Chapter 34 #2
His voice tears through my skull like lightning.
I don’t know what he sees. I don’t know if he feels my pain or the way I’m slipping—out of this world, out of this war.
But the bond between us thrums like a struck chord, a live wire between our hearts.
Wherever he is, the world gives way beneath him—and it sends an echo through my bones.
“Don’t,” he says, and I hear it not in words but in pleading.
He kneels like he’s lost the sun, and his hand reaches mine through the dark.
And the night answers.
The fire dims—not around me, but within.
The pain doesn’t vanish, but it withdraws.
Like it’s being drawn from me—siphoned into him.
A thread pulls taut, neither rope nor chain, but a current that cannot be stopped.
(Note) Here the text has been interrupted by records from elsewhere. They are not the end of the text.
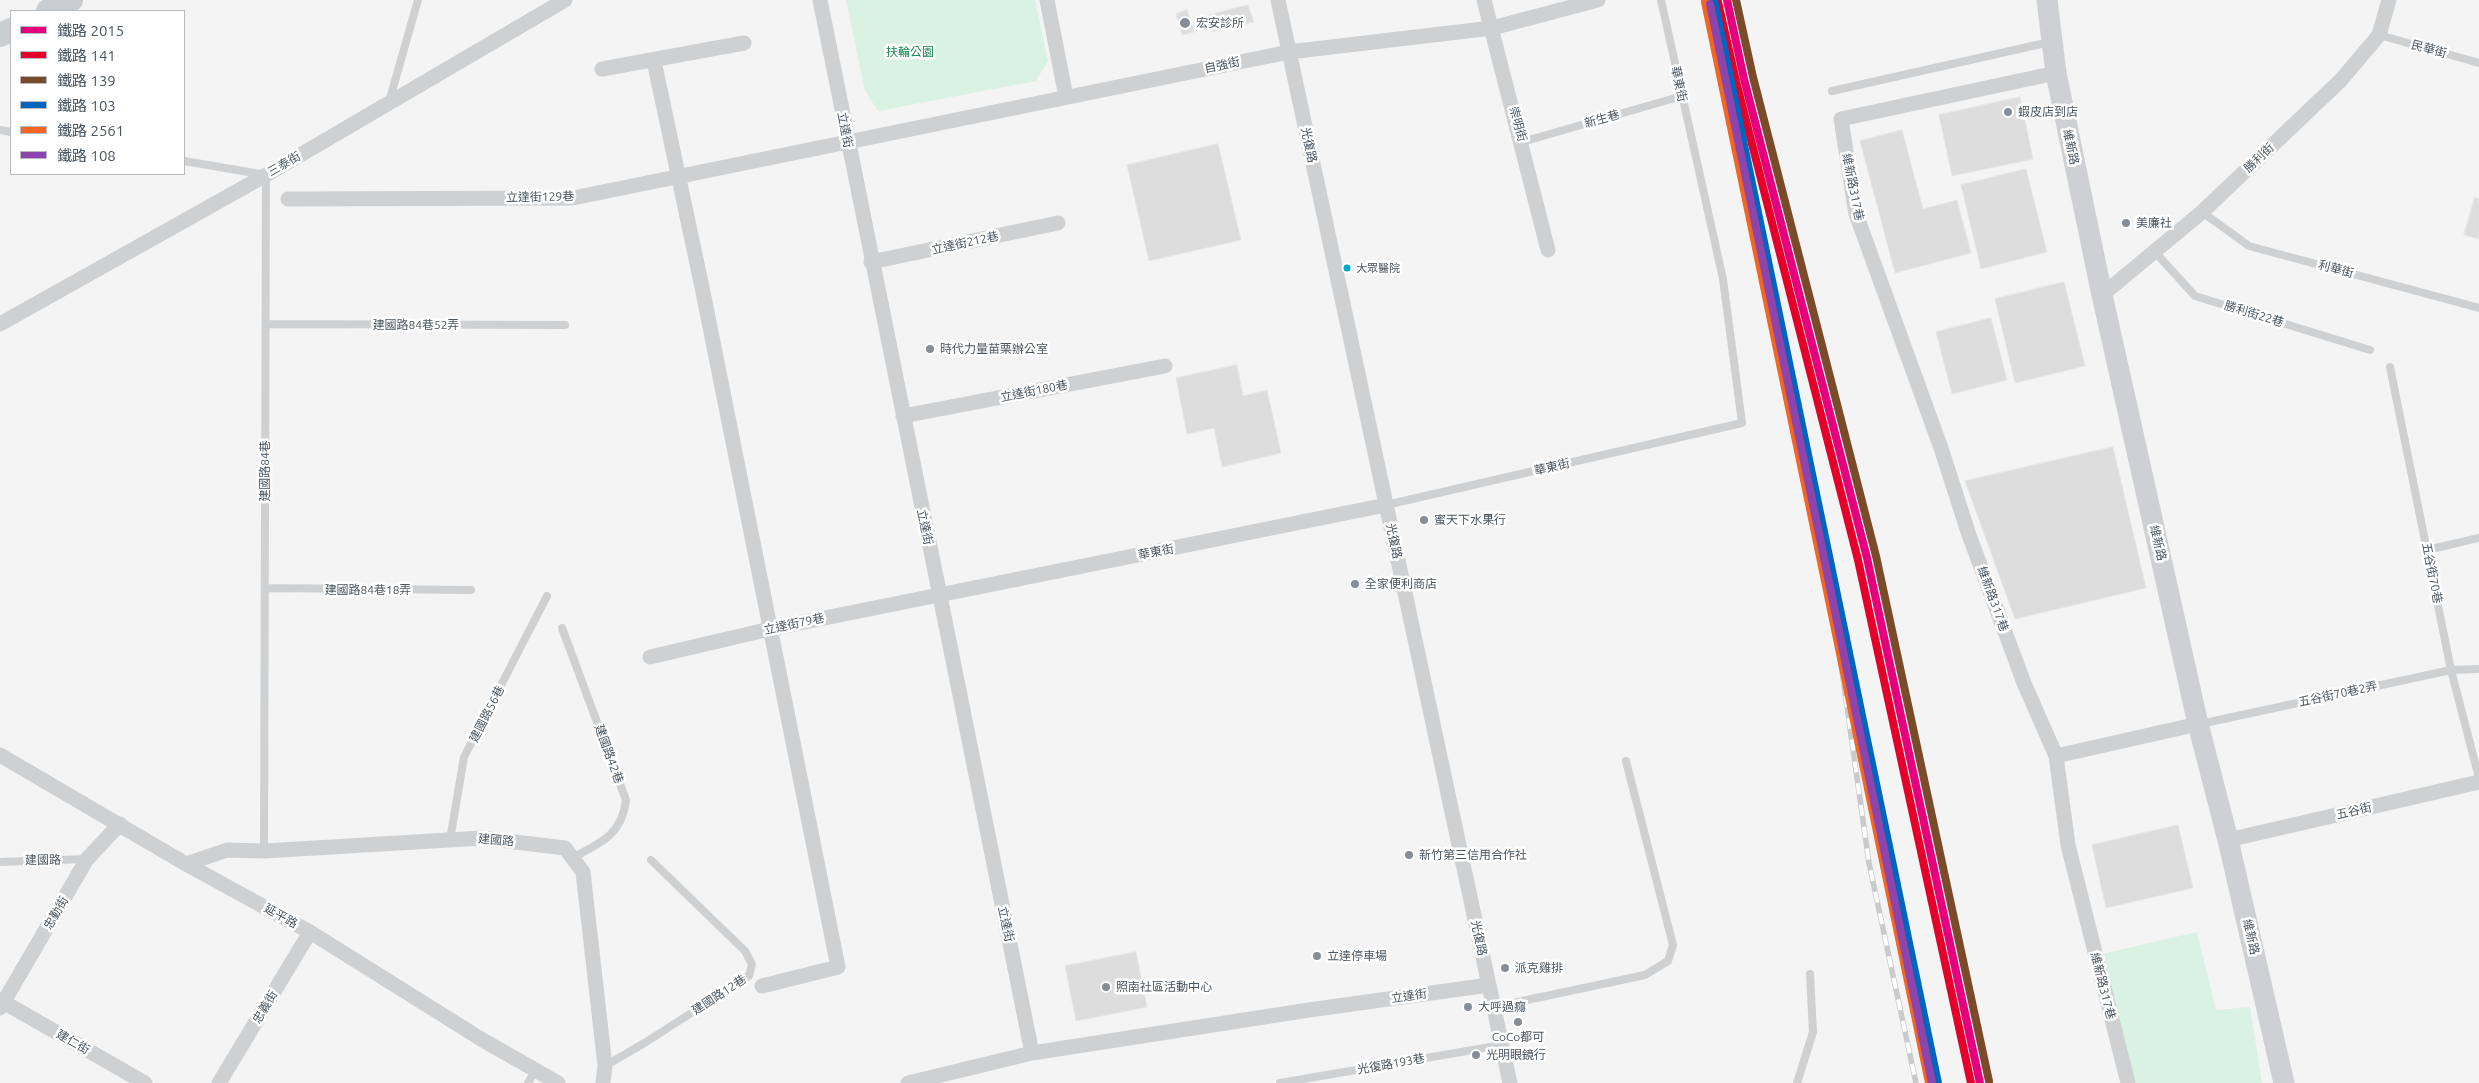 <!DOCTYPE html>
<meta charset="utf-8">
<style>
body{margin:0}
#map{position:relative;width:2479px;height:1083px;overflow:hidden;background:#f4f4f4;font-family:Ubuntu,"Noto Sans TC",sans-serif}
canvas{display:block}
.legend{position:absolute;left:10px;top:10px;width:175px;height:165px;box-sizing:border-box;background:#fff;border:1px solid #b7bbc0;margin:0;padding:6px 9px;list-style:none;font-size:15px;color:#4a5661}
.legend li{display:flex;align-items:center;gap:10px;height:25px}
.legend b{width:25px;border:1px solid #b7bbc0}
</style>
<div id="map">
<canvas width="2479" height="1083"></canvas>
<ul class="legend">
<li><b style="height:6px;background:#e5007d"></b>鐵路 2015</li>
<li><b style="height:6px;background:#e4002b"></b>鐵路 141</li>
<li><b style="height:6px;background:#7a4b2a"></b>鐵路 139</li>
<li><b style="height:6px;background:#0065bd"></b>鐵路 103</li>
<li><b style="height:6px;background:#f26522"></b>鐵路 2561</li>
<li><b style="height:6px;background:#8e44ad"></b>鐵路 108</li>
</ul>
</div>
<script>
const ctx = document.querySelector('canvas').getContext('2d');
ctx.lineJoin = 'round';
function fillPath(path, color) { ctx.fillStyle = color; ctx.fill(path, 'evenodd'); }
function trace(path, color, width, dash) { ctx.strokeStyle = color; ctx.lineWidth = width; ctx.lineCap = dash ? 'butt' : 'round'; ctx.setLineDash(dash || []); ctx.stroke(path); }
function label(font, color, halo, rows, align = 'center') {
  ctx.font = font + ' Ubuntu,"Noto Sans TC",sans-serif'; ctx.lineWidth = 5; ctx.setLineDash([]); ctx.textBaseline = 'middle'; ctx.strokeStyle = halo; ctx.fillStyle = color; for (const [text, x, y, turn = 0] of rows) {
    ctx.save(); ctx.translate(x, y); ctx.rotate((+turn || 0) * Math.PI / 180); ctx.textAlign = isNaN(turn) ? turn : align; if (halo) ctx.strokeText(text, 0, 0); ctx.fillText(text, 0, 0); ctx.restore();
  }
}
const green = new Path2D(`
 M 846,0 L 1035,0 L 1048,61 L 1036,81 L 878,111 L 865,91 Z
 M 2197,932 L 2216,1010 L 2250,1007 L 2262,1083 L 2133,1083 L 2102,954 Z`);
const building = new Path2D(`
 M 1248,5 L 1254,22 L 1213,32 L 1209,15 Z
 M 1187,10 L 1194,32 L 1182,35 L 1176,14 Z
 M 2020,97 L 2033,159 L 1952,176 L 1939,115 Z
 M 1902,130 L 1923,209 L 1957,200 L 1971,253 L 1895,273 L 1860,141 Z
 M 1218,144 L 1241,240 L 1149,261 L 1127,165 Z
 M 2026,169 L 2047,252 L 1981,269 L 1961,185 Z
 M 2475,197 L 2479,199 L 2479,239 L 2464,235 Z
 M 2064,282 L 2085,366 L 2015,383 L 1995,299 Z
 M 1991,318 L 2007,380 L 1952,394 L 1936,332 Z
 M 1237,365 L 1243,396 L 1267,390 L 1281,453 L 1222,467 L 1214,428 L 1187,434 L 1176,378 Z
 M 2113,447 L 2146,588 L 2015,619 L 1965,481 Z
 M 2178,825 L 2193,888 L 2106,908 L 2092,845 Z
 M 1136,952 L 1147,1007 L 1076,1021 L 1065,966 Z`);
const lane = new Path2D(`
 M 2379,35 L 2479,63
 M 1832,91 L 2050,42
 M 389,102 L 418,0
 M 0,130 L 11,132
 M 1522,142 L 1682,96
 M 184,161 L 266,175 L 264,851
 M 2202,212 L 2249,246 L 2479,308
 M 2155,252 L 2195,296 L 2370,350
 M 266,324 L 565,325
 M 2390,367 L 2451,670 L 2479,778
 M 1386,505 L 1742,423 L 1723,279 L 1661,0
 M 2427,550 L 2479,538
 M 265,588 L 471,590
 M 562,628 L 626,800 C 622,835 600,843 572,858
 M 2200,724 L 2451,670 L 2479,669
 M 450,840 L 464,757 L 547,596
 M 0,862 L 87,859
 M 1494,1007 L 1645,975 L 1668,961 L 1673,945 L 1626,761
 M 605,1066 L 646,1042 L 749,976 L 752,964 L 745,951 L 651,860
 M 528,1083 L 535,1071
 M 1280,1083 L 1502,1045
 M 1797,1083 L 1813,1032 L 1810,974`);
const street = new Path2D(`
 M 820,0 L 1032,1053
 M 1047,0 L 1066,97
 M 1278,0 L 1510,1083
 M 1484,0 L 1548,250
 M 654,61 L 703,292 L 838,967 L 762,986
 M 602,69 L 744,43
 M 2056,73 L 1841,119 L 1856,214 L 1941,448 L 1969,535 L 2024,683 L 2056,756 L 2068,845 L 2128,1083
 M 288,199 L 573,198 L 1289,52 L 1492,28 L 1598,0
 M 871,262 L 1058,223
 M 2102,295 L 2202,212 L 2341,80 L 2379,35 L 2389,0
 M 0,324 L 266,175 L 565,0
 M 903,416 L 1165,366
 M 650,657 L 770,629 L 1386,505
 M 0,755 L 186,864 L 310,932 L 481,1039 L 558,1083
 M 2056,756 L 2198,724
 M 2228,840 L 2479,782
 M 186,864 L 227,850 L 264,851 L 482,838 L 565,848 L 583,872 L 605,1066 L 603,1083
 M 0,1000 L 145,1083
 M 0,1008 L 87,859 L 120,824
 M 219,1083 L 310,932
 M 908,1083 L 1032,1053 L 1309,1010 L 1489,985`);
const secondary = new Path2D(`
 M 2047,0 L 2056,73 L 2102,295 L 2198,724 L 2228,840 L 2284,1083`);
const primary = new Path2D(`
 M 48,11 L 71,0
 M 0,35 L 11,30`);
const rail = new Path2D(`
 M 1818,500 L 1869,863 L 1916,1083`);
const rail1 = new Path2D(`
 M 1727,0 L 1744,79 L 1867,558 L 1980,1083`);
const rail2 = new Path2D(`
 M 1718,2 L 1736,81 L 1858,560 L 1971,1083`);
const rail3 = new Path2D(`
 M 1736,0 L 1753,77 L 1876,556 L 1989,1081`);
const rail4 = new Path2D(`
 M 1714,0 L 1938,1083`);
const rail5 = new Path2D(`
 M 1705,2 L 1929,1083`);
const rail6 = new Path2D(`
 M 1710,4 L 1932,1083`);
const markers = [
 [1185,23,6,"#868d94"],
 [2008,112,5,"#868d94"],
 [2126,223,5,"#868d94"],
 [1347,268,4.5,"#00a9ce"],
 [930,349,5,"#868d94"],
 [1424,520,5,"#868d94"],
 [1355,584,5,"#868d94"],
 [1409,855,5,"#868d94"],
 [1317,956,5,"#868d94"],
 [1505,968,5,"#868d94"],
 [1106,987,5,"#868d94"],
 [1468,1007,5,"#868d94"],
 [1518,1022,5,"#868d94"],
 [1476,1055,5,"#868d94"]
];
const busNames = [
 ["大眾醫院",1356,268]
];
const poiNames = [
 ["宏安診所",1196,23],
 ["蝦皮店到店",2018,112],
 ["美廉社",2136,223],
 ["時代力量苗栗辦公室",940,349],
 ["蜜天下水果行",1434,520],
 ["全家便利商店",1365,584],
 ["新竹第三信用合作社",1419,855],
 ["立達停車場",1327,956],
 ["派克雞排",1515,968],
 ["照南社區活動中心",1116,987],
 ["大呼過癮",1478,1007],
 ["CoCo都可",1518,1037,"center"],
 ["光明眼鏡行",1486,1055]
];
const streetNames = [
 ["民華街",2429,49,15],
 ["自強街",1222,65,-12],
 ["華東街",1679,84,78],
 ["新生巷",1602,119,-16],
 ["崇明街",1518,124,75],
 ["立達街",845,130,79],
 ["光復路",1309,145,78],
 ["維新路",2071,147,78],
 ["勝利街",2259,158,-44],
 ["三泰街",284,164,-30],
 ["維新路317巷",1853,187,79],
 ["立達街129巷",540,197,-1],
 ["立達街212巷",965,243,-12],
 ["利華街",2336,269,15],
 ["勝利街22巷",2254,314,17],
 ["建國路84巷52弄",416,325],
 ["立達街180巷",1034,391,-11],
 ["華東街",1552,467,-13],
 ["建國路84巷",265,471,-90],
 ["立達街",925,527,78],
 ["光復路",1394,541,78],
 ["維新路",2158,543,77],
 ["華東街",1156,552,-11],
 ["五谷街70巷",2432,573,79],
 ["建國路84巷18弄",368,590],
 ["維新路317巷",1993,599,70],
 ["立達街79巷",794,624,-12],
 ["五谷街70巷2弄",2338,694,-12],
 ["建國路56巷",487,714,-63],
 ["建國路42巷",609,754,70],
 ["五谷街",2354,811,-13],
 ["建國路",496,840,5],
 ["建國路",43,860,-1],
 ["忠勤街",56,913,-60],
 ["延平路",281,916,29],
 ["立達街",1006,924,78],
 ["維新路",2251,937,77],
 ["光復路",1479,938,78],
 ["維新路317巷",2103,986,76],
 ["建國路12巷",719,995,-33],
 ["立達街",1409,996,-8],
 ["忠義街",265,1007,-59],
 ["建仁街",73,1042,30],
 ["光復路193巷",1391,1064,-10]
];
const parkNames = [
 ["扶輪公園",910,52]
];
fillPath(green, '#d9f2e3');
fillPath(building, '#ddddde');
trace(building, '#e5e6e7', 1);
trace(lane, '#ced0d2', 8);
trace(street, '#ced0d2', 15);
trace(secondary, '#ced0d4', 21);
trace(primary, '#caced1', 24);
trace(rail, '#c9cacc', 5.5);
trace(rail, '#fff', 4, [11]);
trace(rail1, '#e5007d', 8);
trace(rail2, '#e4002b', 8);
trace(rail3, '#7a4b2a', 8);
trace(rail4, '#0065bd', 8);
trace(rail5, '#f26522', 8);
trace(rail6, '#8e44ad', 8);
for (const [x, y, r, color] of markers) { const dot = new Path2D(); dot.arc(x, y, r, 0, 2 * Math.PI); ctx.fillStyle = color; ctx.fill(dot); trace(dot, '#fff', 2); }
label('11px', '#4a5661', '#fff', busNames, 'left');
label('12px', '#4a5661', '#fff', poiNames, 'left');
label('12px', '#4a5661', '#fff', streetNames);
label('12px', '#17864f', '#fff', parkNames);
</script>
His pain rushes in like tidewater into an open wound, and mine recedes.
He takes the fire, and in its place, the dark expands—ripe, ravenous, and ready for the kill.
I take a breath. My lungs catch. My chest burns. But I’m breathing.
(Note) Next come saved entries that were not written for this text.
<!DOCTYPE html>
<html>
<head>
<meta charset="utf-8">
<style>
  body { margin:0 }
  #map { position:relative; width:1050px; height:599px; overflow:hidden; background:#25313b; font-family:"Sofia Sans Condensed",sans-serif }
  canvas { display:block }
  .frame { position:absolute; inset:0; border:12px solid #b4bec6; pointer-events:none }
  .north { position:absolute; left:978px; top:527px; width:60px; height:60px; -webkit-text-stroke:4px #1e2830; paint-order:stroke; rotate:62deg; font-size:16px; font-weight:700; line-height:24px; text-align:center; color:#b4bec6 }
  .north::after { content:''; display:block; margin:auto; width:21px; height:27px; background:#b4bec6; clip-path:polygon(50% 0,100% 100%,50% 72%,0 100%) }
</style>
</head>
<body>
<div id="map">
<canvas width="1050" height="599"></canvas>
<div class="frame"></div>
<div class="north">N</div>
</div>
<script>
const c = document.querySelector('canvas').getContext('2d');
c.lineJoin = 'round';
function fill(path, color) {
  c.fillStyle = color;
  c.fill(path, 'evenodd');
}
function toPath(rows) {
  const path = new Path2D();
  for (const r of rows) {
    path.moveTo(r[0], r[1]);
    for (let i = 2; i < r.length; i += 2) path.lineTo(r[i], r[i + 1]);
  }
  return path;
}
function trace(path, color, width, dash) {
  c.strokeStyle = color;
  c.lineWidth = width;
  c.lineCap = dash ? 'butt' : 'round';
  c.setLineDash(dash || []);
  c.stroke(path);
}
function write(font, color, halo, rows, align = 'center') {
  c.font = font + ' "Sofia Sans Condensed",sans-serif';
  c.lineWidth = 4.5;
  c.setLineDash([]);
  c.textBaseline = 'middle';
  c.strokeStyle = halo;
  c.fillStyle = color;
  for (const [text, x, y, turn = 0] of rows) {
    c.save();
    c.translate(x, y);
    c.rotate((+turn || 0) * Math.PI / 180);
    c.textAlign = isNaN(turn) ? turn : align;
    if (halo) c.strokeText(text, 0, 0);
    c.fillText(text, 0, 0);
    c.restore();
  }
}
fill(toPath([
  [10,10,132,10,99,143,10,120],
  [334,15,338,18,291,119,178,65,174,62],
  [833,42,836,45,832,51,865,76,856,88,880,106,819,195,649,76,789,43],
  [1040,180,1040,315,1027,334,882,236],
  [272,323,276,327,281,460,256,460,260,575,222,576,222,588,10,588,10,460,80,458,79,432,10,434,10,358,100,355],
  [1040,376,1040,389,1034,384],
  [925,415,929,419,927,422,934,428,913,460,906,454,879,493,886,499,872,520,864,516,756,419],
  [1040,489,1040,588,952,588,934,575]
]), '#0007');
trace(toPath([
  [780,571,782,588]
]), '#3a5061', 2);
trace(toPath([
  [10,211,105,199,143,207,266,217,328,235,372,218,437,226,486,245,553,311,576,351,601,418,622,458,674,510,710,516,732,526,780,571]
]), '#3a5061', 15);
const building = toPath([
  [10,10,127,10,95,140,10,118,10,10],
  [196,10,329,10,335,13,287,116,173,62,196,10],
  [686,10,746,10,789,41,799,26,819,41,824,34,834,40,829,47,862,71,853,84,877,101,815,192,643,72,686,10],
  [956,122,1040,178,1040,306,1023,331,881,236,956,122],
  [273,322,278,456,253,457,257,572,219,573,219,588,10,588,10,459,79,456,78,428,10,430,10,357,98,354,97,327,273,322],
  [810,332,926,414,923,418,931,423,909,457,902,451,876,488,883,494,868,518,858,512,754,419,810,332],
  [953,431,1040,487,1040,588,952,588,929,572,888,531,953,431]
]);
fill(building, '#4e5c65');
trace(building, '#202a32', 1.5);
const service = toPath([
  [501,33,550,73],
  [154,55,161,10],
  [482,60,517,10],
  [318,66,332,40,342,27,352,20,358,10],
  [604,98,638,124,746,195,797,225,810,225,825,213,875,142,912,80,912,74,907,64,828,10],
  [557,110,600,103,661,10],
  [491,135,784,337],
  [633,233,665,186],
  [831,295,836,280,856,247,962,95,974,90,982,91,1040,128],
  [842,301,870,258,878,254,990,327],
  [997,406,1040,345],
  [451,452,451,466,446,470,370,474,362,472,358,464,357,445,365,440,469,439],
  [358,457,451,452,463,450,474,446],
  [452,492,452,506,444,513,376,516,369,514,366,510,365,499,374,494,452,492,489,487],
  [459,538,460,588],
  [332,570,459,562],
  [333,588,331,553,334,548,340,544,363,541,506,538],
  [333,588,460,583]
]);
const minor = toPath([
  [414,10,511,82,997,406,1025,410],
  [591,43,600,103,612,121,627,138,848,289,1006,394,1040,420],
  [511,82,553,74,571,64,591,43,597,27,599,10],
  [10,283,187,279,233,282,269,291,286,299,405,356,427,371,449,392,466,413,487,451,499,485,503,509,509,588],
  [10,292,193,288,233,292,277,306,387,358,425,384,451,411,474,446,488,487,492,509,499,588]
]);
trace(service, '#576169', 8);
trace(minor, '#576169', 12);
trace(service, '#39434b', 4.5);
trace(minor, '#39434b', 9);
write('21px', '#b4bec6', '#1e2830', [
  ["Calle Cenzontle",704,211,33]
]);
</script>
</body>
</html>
My father’s sword hovers, inches from my face.
And then I look up.
Not with my eyes.
With death’s.
Shadows pour from beneath the throne, from the scorched banners, from every crack and corner of the room. They seep from every crevice like spilled ink, thick and sentient. And—gods—they crown me.
And I rise—not like a girl pulling herself off the floor, but like a reckoning born from the grave.
The fire flares higher, but it wavers now. Flickers. Wounds bleed backward, and I see the truth in him now, as he sees it in me.
“You shouldn’t be able to stand,” he whispers.
“You shouldn’t live,” I say.
And I strike.
I drive the blade through him.
Not in rage, but with the certainty of a verdict long overdue. It’s not fast. It’s sure. Slow. A sentence passed by silence, carried in shadow.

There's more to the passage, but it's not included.